Accordingly, we expect REC to deliver a CAGR growth of 25% in Advances over FY2008-10E. Importantly, REC’s mandate has evolved over the years and it now finances all segments of the Power sector throughout the country. REC’s changing sanction mix corroborates this viz., the private sector borrowers and generation projects comprise an increasing share of sanctions, in line with the present dynamics of the Power sector.
Clear-cut, Profitable business model
REC’s primary source of revenue is interest Income from Power sector lending. Low-cost ‘54EC Bonds’ comprise 45% of its borrowings. REC is expected to deliver NIMs of 3.2-3.4% over FY2008-10E. Given its lean organisational structure, inherently low credit risk and Tax benefit u/s 36(1)(viii), RoAs should sustain at 2% levels.
REC’s leverage cannot exceed 8-9x to maintain AAA credit rating (critical for cost competitiveness).

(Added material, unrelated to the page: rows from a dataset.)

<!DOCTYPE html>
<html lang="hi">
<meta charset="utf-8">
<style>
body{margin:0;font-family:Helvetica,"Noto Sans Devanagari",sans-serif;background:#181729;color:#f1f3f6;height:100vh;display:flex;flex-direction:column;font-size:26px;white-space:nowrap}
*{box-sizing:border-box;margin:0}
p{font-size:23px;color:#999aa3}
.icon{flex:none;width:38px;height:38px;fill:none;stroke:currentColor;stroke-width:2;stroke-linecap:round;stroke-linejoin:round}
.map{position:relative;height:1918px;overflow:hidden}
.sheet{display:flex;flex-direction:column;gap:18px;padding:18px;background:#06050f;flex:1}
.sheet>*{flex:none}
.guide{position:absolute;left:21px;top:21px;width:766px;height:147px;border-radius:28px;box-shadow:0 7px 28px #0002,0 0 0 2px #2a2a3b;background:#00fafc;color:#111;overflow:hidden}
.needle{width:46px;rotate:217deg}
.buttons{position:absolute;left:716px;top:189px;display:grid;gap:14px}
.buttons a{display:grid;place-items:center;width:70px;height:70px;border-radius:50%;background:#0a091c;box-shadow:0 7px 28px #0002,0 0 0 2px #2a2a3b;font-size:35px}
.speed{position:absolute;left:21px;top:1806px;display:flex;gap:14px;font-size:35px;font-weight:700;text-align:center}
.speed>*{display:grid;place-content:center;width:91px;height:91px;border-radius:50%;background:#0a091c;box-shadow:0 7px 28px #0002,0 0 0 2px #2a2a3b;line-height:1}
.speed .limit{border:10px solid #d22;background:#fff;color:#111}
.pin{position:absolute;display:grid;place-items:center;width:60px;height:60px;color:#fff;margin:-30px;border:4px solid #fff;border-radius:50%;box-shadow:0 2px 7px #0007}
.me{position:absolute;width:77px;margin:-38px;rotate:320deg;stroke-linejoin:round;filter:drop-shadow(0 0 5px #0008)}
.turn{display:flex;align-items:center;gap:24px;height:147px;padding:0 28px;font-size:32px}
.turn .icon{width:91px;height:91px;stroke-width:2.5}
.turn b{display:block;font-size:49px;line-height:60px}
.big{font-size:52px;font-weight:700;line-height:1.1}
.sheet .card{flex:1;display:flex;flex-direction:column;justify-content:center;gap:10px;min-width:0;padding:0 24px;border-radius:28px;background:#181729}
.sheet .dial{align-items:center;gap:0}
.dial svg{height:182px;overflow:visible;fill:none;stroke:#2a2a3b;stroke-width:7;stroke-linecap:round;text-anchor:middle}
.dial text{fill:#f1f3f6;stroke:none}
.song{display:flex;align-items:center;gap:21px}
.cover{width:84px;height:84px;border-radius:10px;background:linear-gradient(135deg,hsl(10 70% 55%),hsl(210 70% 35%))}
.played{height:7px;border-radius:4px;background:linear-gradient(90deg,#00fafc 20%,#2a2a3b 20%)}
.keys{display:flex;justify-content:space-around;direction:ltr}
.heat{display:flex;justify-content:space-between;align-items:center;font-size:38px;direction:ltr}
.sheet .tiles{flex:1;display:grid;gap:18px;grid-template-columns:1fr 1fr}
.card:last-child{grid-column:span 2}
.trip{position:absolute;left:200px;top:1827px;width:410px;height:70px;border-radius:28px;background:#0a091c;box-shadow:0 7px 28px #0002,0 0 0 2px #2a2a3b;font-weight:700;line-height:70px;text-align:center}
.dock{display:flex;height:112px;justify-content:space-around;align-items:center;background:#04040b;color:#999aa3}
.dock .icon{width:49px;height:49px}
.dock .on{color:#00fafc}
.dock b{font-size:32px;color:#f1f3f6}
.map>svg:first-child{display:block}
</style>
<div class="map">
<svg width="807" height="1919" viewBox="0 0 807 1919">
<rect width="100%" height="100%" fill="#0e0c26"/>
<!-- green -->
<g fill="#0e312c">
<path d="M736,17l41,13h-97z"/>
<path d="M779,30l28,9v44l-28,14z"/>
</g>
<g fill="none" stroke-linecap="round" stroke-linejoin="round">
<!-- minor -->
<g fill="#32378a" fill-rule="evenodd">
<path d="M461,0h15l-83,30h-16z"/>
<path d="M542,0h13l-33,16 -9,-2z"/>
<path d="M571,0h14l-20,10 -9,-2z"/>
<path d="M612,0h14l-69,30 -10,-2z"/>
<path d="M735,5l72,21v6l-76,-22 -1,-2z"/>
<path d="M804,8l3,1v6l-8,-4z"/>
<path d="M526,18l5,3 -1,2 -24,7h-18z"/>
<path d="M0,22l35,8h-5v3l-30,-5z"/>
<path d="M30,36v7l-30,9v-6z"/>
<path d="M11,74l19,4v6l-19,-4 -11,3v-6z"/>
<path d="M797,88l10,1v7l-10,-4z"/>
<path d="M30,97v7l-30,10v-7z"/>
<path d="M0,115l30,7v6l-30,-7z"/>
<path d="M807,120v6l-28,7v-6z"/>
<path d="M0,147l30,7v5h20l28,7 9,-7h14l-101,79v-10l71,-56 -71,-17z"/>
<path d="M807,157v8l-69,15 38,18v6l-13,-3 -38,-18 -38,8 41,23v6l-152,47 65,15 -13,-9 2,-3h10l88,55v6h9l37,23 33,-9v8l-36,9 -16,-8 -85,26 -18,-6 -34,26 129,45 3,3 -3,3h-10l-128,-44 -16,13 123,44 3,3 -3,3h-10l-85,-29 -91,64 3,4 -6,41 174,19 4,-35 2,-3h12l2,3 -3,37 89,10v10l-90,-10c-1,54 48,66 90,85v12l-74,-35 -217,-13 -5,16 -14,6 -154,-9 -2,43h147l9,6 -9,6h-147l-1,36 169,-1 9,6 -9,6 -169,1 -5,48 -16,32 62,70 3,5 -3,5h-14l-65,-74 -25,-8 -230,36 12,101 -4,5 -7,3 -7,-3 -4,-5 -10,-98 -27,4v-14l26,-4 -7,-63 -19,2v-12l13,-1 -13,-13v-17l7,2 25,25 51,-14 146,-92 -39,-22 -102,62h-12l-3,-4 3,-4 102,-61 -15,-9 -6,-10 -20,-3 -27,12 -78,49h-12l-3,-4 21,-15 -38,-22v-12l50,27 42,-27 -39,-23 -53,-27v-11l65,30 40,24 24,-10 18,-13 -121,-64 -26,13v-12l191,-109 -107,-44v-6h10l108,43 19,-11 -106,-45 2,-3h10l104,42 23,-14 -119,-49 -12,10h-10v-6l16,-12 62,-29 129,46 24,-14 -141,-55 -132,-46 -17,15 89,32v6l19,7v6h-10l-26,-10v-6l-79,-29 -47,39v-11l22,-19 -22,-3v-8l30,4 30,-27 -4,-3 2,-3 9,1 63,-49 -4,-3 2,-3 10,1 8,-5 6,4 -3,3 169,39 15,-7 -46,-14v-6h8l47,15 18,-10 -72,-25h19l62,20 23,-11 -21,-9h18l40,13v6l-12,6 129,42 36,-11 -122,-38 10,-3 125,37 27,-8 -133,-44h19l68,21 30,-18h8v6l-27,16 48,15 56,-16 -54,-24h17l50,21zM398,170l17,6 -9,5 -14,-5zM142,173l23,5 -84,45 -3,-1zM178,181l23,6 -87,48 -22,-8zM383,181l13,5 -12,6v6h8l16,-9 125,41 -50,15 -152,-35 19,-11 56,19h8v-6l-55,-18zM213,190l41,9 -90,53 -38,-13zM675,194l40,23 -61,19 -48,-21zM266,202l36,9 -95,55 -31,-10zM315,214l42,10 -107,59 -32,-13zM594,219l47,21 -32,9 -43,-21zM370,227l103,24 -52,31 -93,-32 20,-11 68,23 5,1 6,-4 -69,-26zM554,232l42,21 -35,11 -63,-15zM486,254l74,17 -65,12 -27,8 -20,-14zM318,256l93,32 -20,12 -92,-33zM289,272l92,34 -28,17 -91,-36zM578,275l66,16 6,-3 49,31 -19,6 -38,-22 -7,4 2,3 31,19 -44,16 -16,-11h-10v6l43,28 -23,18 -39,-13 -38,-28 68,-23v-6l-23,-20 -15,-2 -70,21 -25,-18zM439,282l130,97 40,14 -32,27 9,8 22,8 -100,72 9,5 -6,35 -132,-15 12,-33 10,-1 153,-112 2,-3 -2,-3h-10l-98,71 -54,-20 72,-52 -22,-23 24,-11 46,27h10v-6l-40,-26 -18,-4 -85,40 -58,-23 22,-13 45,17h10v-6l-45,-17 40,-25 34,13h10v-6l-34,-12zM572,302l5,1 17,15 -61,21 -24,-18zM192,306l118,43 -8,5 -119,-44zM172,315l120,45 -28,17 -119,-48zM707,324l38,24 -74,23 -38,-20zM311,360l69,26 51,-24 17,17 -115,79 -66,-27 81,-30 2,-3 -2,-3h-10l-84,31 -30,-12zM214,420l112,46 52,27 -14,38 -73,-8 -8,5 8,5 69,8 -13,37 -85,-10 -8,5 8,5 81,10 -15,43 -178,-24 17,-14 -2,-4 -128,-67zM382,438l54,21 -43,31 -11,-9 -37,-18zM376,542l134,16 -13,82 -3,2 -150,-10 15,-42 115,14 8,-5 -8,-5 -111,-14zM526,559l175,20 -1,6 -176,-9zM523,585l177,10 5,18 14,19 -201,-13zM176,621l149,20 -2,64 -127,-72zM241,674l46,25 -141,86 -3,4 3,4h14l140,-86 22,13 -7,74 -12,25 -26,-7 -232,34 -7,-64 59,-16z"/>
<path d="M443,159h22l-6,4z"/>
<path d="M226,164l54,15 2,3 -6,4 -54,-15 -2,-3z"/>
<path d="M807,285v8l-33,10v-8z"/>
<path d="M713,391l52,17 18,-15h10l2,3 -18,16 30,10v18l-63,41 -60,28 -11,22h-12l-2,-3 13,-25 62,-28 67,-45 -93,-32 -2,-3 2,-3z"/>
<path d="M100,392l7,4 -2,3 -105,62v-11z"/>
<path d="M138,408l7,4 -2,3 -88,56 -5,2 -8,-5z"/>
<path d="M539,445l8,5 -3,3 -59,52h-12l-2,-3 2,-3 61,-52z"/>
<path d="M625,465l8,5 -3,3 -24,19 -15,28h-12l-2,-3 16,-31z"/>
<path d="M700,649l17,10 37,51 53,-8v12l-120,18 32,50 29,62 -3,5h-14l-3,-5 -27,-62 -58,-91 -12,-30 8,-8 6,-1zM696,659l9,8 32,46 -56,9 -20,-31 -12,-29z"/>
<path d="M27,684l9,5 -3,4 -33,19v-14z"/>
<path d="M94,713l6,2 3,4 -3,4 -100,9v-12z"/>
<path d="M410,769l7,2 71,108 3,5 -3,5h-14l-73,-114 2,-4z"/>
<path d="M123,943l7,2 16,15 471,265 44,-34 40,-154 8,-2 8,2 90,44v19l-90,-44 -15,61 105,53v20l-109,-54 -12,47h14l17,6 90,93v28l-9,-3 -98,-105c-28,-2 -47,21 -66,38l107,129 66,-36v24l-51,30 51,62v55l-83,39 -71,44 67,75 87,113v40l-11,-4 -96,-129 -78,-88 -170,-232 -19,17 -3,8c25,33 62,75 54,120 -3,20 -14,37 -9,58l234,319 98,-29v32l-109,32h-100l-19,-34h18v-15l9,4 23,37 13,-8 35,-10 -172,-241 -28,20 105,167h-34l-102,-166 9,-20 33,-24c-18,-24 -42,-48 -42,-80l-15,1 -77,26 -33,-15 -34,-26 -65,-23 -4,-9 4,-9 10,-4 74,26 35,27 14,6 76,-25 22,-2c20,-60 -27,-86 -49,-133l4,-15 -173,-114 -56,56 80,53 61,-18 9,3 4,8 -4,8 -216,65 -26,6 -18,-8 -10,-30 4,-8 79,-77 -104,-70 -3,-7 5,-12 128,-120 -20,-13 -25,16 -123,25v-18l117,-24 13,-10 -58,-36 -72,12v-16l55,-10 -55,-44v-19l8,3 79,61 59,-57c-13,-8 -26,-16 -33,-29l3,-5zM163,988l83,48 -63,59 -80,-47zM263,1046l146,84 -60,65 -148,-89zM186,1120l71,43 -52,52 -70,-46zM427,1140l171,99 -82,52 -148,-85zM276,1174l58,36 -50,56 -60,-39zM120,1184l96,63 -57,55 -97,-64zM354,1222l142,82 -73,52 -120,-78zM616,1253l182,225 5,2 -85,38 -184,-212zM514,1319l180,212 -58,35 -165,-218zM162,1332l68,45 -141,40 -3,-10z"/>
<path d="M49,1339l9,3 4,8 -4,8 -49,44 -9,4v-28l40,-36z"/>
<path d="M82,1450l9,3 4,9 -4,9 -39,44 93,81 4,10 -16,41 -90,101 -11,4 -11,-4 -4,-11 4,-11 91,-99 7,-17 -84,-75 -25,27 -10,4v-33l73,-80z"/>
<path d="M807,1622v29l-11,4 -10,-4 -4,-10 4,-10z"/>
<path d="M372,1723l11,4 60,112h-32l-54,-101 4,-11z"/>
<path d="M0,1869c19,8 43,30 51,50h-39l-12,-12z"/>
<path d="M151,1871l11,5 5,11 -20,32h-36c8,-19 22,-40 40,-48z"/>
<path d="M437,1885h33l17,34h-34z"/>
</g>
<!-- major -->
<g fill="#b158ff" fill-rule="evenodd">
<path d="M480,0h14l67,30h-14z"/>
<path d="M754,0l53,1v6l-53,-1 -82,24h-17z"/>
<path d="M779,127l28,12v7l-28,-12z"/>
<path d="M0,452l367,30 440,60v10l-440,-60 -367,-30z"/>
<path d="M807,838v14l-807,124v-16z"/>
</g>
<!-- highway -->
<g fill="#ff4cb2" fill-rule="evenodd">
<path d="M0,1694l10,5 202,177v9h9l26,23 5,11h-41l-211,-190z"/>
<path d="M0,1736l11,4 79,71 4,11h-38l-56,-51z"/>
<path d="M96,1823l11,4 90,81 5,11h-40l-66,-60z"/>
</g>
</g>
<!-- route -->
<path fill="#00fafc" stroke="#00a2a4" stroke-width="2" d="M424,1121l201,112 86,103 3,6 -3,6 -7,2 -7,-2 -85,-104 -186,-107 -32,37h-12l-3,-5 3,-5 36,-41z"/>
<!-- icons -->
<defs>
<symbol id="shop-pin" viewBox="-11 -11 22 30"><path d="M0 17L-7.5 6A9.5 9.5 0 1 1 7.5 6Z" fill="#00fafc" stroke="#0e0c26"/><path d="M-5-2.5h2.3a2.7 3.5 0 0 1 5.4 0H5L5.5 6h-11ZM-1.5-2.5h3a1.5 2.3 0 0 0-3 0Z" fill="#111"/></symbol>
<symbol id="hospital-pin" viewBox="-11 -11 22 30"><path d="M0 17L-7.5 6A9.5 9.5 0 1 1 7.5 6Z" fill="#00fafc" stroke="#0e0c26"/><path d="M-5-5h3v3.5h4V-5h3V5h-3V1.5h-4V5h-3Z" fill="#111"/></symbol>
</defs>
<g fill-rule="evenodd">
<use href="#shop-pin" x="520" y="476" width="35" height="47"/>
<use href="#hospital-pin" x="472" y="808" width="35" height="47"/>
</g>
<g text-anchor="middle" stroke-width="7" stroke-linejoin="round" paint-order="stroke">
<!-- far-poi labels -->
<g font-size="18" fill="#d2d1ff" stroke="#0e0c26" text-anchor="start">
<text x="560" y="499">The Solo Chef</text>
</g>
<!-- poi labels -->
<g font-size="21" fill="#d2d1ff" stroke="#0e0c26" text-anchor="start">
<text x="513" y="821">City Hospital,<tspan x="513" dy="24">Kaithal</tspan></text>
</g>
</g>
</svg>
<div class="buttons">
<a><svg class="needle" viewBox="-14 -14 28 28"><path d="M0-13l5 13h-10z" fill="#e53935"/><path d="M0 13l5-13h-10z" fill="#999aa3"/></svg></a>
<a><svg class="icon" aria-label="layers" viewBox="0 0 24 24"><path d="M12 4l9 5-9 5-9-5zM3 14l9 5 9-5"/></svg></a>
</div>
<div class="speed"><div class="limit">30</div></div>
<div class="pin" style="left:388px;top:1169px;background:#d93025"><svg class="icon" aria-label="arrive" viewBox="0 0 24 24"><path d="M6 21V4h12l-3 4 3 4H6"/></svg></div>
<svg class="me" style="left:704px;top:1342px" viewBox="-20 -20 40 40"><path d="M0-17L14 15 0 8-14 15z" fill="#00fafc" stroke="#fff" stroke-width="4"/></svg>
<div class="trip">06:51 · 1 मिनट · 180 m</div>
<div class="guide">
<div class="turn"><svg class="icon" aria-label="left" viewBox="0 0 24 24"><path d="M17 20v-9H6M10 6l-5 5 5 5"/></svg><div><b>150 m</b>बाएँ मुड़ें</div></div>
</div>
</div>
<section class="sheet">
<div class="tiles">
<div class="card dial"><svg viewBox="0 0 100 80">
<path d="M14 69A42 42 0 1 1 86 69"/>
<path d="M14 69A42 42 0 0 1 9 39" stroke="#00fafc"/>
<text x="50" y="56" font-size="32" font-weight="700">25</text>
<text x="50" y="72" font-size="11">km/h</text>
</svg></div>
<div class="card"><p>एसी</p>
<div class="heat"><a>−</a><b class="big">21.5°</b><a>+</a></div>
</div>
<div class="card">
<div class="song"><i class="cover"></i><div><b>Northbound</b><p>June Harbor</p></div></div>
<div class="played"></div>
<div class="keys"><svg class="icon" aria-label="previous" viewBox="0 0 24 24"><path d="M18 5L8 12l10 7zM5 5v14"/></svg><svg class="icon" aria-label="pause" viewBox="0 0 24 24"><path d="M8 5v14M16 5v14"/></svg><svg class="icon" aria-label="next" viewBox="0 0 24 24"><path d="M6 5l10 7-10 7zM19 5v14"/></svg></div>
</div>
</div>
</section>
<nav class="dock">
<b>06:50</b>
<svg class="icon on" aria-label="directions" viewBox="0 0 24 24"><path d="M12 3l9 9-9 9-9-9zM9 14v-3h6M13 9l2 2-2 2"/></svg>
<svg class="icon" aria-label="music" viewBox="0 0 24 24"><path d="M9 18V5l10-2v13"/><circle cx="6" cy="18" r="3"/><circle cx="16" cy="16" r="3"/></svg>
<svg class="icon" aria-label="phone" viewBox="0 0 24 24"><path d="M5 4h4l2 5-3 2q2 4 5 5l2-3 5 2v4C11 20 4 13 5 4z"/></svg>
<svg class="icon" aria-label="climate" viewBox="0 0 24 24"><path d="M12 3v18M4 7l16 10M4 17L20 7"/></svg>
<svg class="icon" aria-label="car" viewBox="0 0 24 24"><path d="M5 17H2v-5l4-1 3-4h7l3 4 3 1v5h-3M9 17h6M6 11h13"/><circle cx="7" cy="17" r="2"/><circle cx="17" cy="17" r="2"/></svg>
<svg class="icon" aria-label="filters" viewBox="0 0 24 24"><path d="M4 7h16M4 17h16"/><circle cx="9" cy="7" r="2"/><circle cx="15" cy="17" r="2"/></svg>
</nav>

Accordingly, it is expected to deliver RoE of around 16% by FY2010E, which should increase to around 18% at optimum leverage (post FY2010E).
Tax benefits and treatment of deferred tax liability (DTL)
REC is eligible for tax benefit u/s 36(1) (viii) of IT Act, 1961 by creating a special reserve of upto 20% of profits. The company has created DTL in respect of this tax benefit – however, we believe the tax liability is unlikely to crystallize and consider it appropriate to treat the DTL so created (and to be created) as part of equity. Accordingly, we have increased book value by Rs 9.5 (and have assumed the effective Tax rate for FY2008-10E to be 27% for the same reason).
Outlook and Valuation
In the past few months, the Power Sector (on which REC is an indirect play) has seen valuations reaching frothy levels, only to come off recently. Against this backdrop, we believe the REC Issue comes at a reasonable price based on fundamental value, considering the high visibility of credit demand in the Power Finance sector, REC’s strong positioning in the same and its reasonably strong financial performance.
At the upper end of the price band of Rs 105, the stock is available at 1.3x FY2009E Adjusted Book Value of Rs 80.7 and 1.2x FY2010E Adjusted Book Value of Rs 90.5. The valuations compare favorably with its closest peer, PFC, which is trading at 1.8x FY2009E Adjusted Book Value of Rs 104 and 1.6x FY2010E Adjusted Book Value of Rs 117 at the CMP of Rs 185. We believe REC can command upto 1.5x 1-year Forward Adjusted Book Value, implying reasonable upside even at the upper end of the price band. Hence, we recommend subscribe to the issue.
Concerns
Credit offtake falling short of estimates
In the past, the government has often fallen short of targeted capacity addition in its Five-year Plans. The Ninth Plan had targeted a capacity addition of 40,245MW, of which only 47.8% was actually added during the Plan. Similarly, in the Tenth Plan, only 51.5% of the targeted capacity addition of 41,110MW was actually achieved.
The Eleventh Plan has an ambitious targeted capacity addition of 78,577MW, of which 13.7% (10,760MW) is expected to be in the Private sector. Various factors such as delays in environmental clearance, land acquisition, financial closure (on the Equity or Debt front) may result in shortfall in targeted capacity addition, as a result of which loan disbursements for REC may fall short of estimates.
Nonetheless, the environment is more enabling during the Eleventh Plan, driven by Power Sector reforms including enabling regulations such as the Electricity Act, which provide a framework for the private sector to expand viably and for the SEBs to be restructured and corporatised.
Moreover, greater competition from banks or development of deeper bond markets could result in a deteriorating NIM-credit growth trade-off for REC. This may be exacerbated by improving financial profile of Power Sector entities, with greater share of capacity addition moving to the private sector.
Withdrawal of Tax benefits
Withdrawal of capital gains exemption u/s 54EC Income Tax Act will result in REC’s cost of funds gradually increasing by around 100bp as the existing Bonds mature. However, REC does pass on part of the benefit to borrowers by charging concessional rate of interest, which we expect will be discontinued if the section is withdrawn.
Withdrawal of tax exemption u/s 36 (1) (viii) of the Income Tax Act will result in REC’s effective tax rate going up by 6-7%, potentially bringing down sustainable RoEs from about 18% to about 16.5%.
Increase in borrowing / credit (NPA) costs
Competitive pressures may force REC’s spreads below projected levels. Due to the concentrated nature of its Asset Book, major systemic problems in the Power Sector may increase its NPA levels and drastically impact its profits.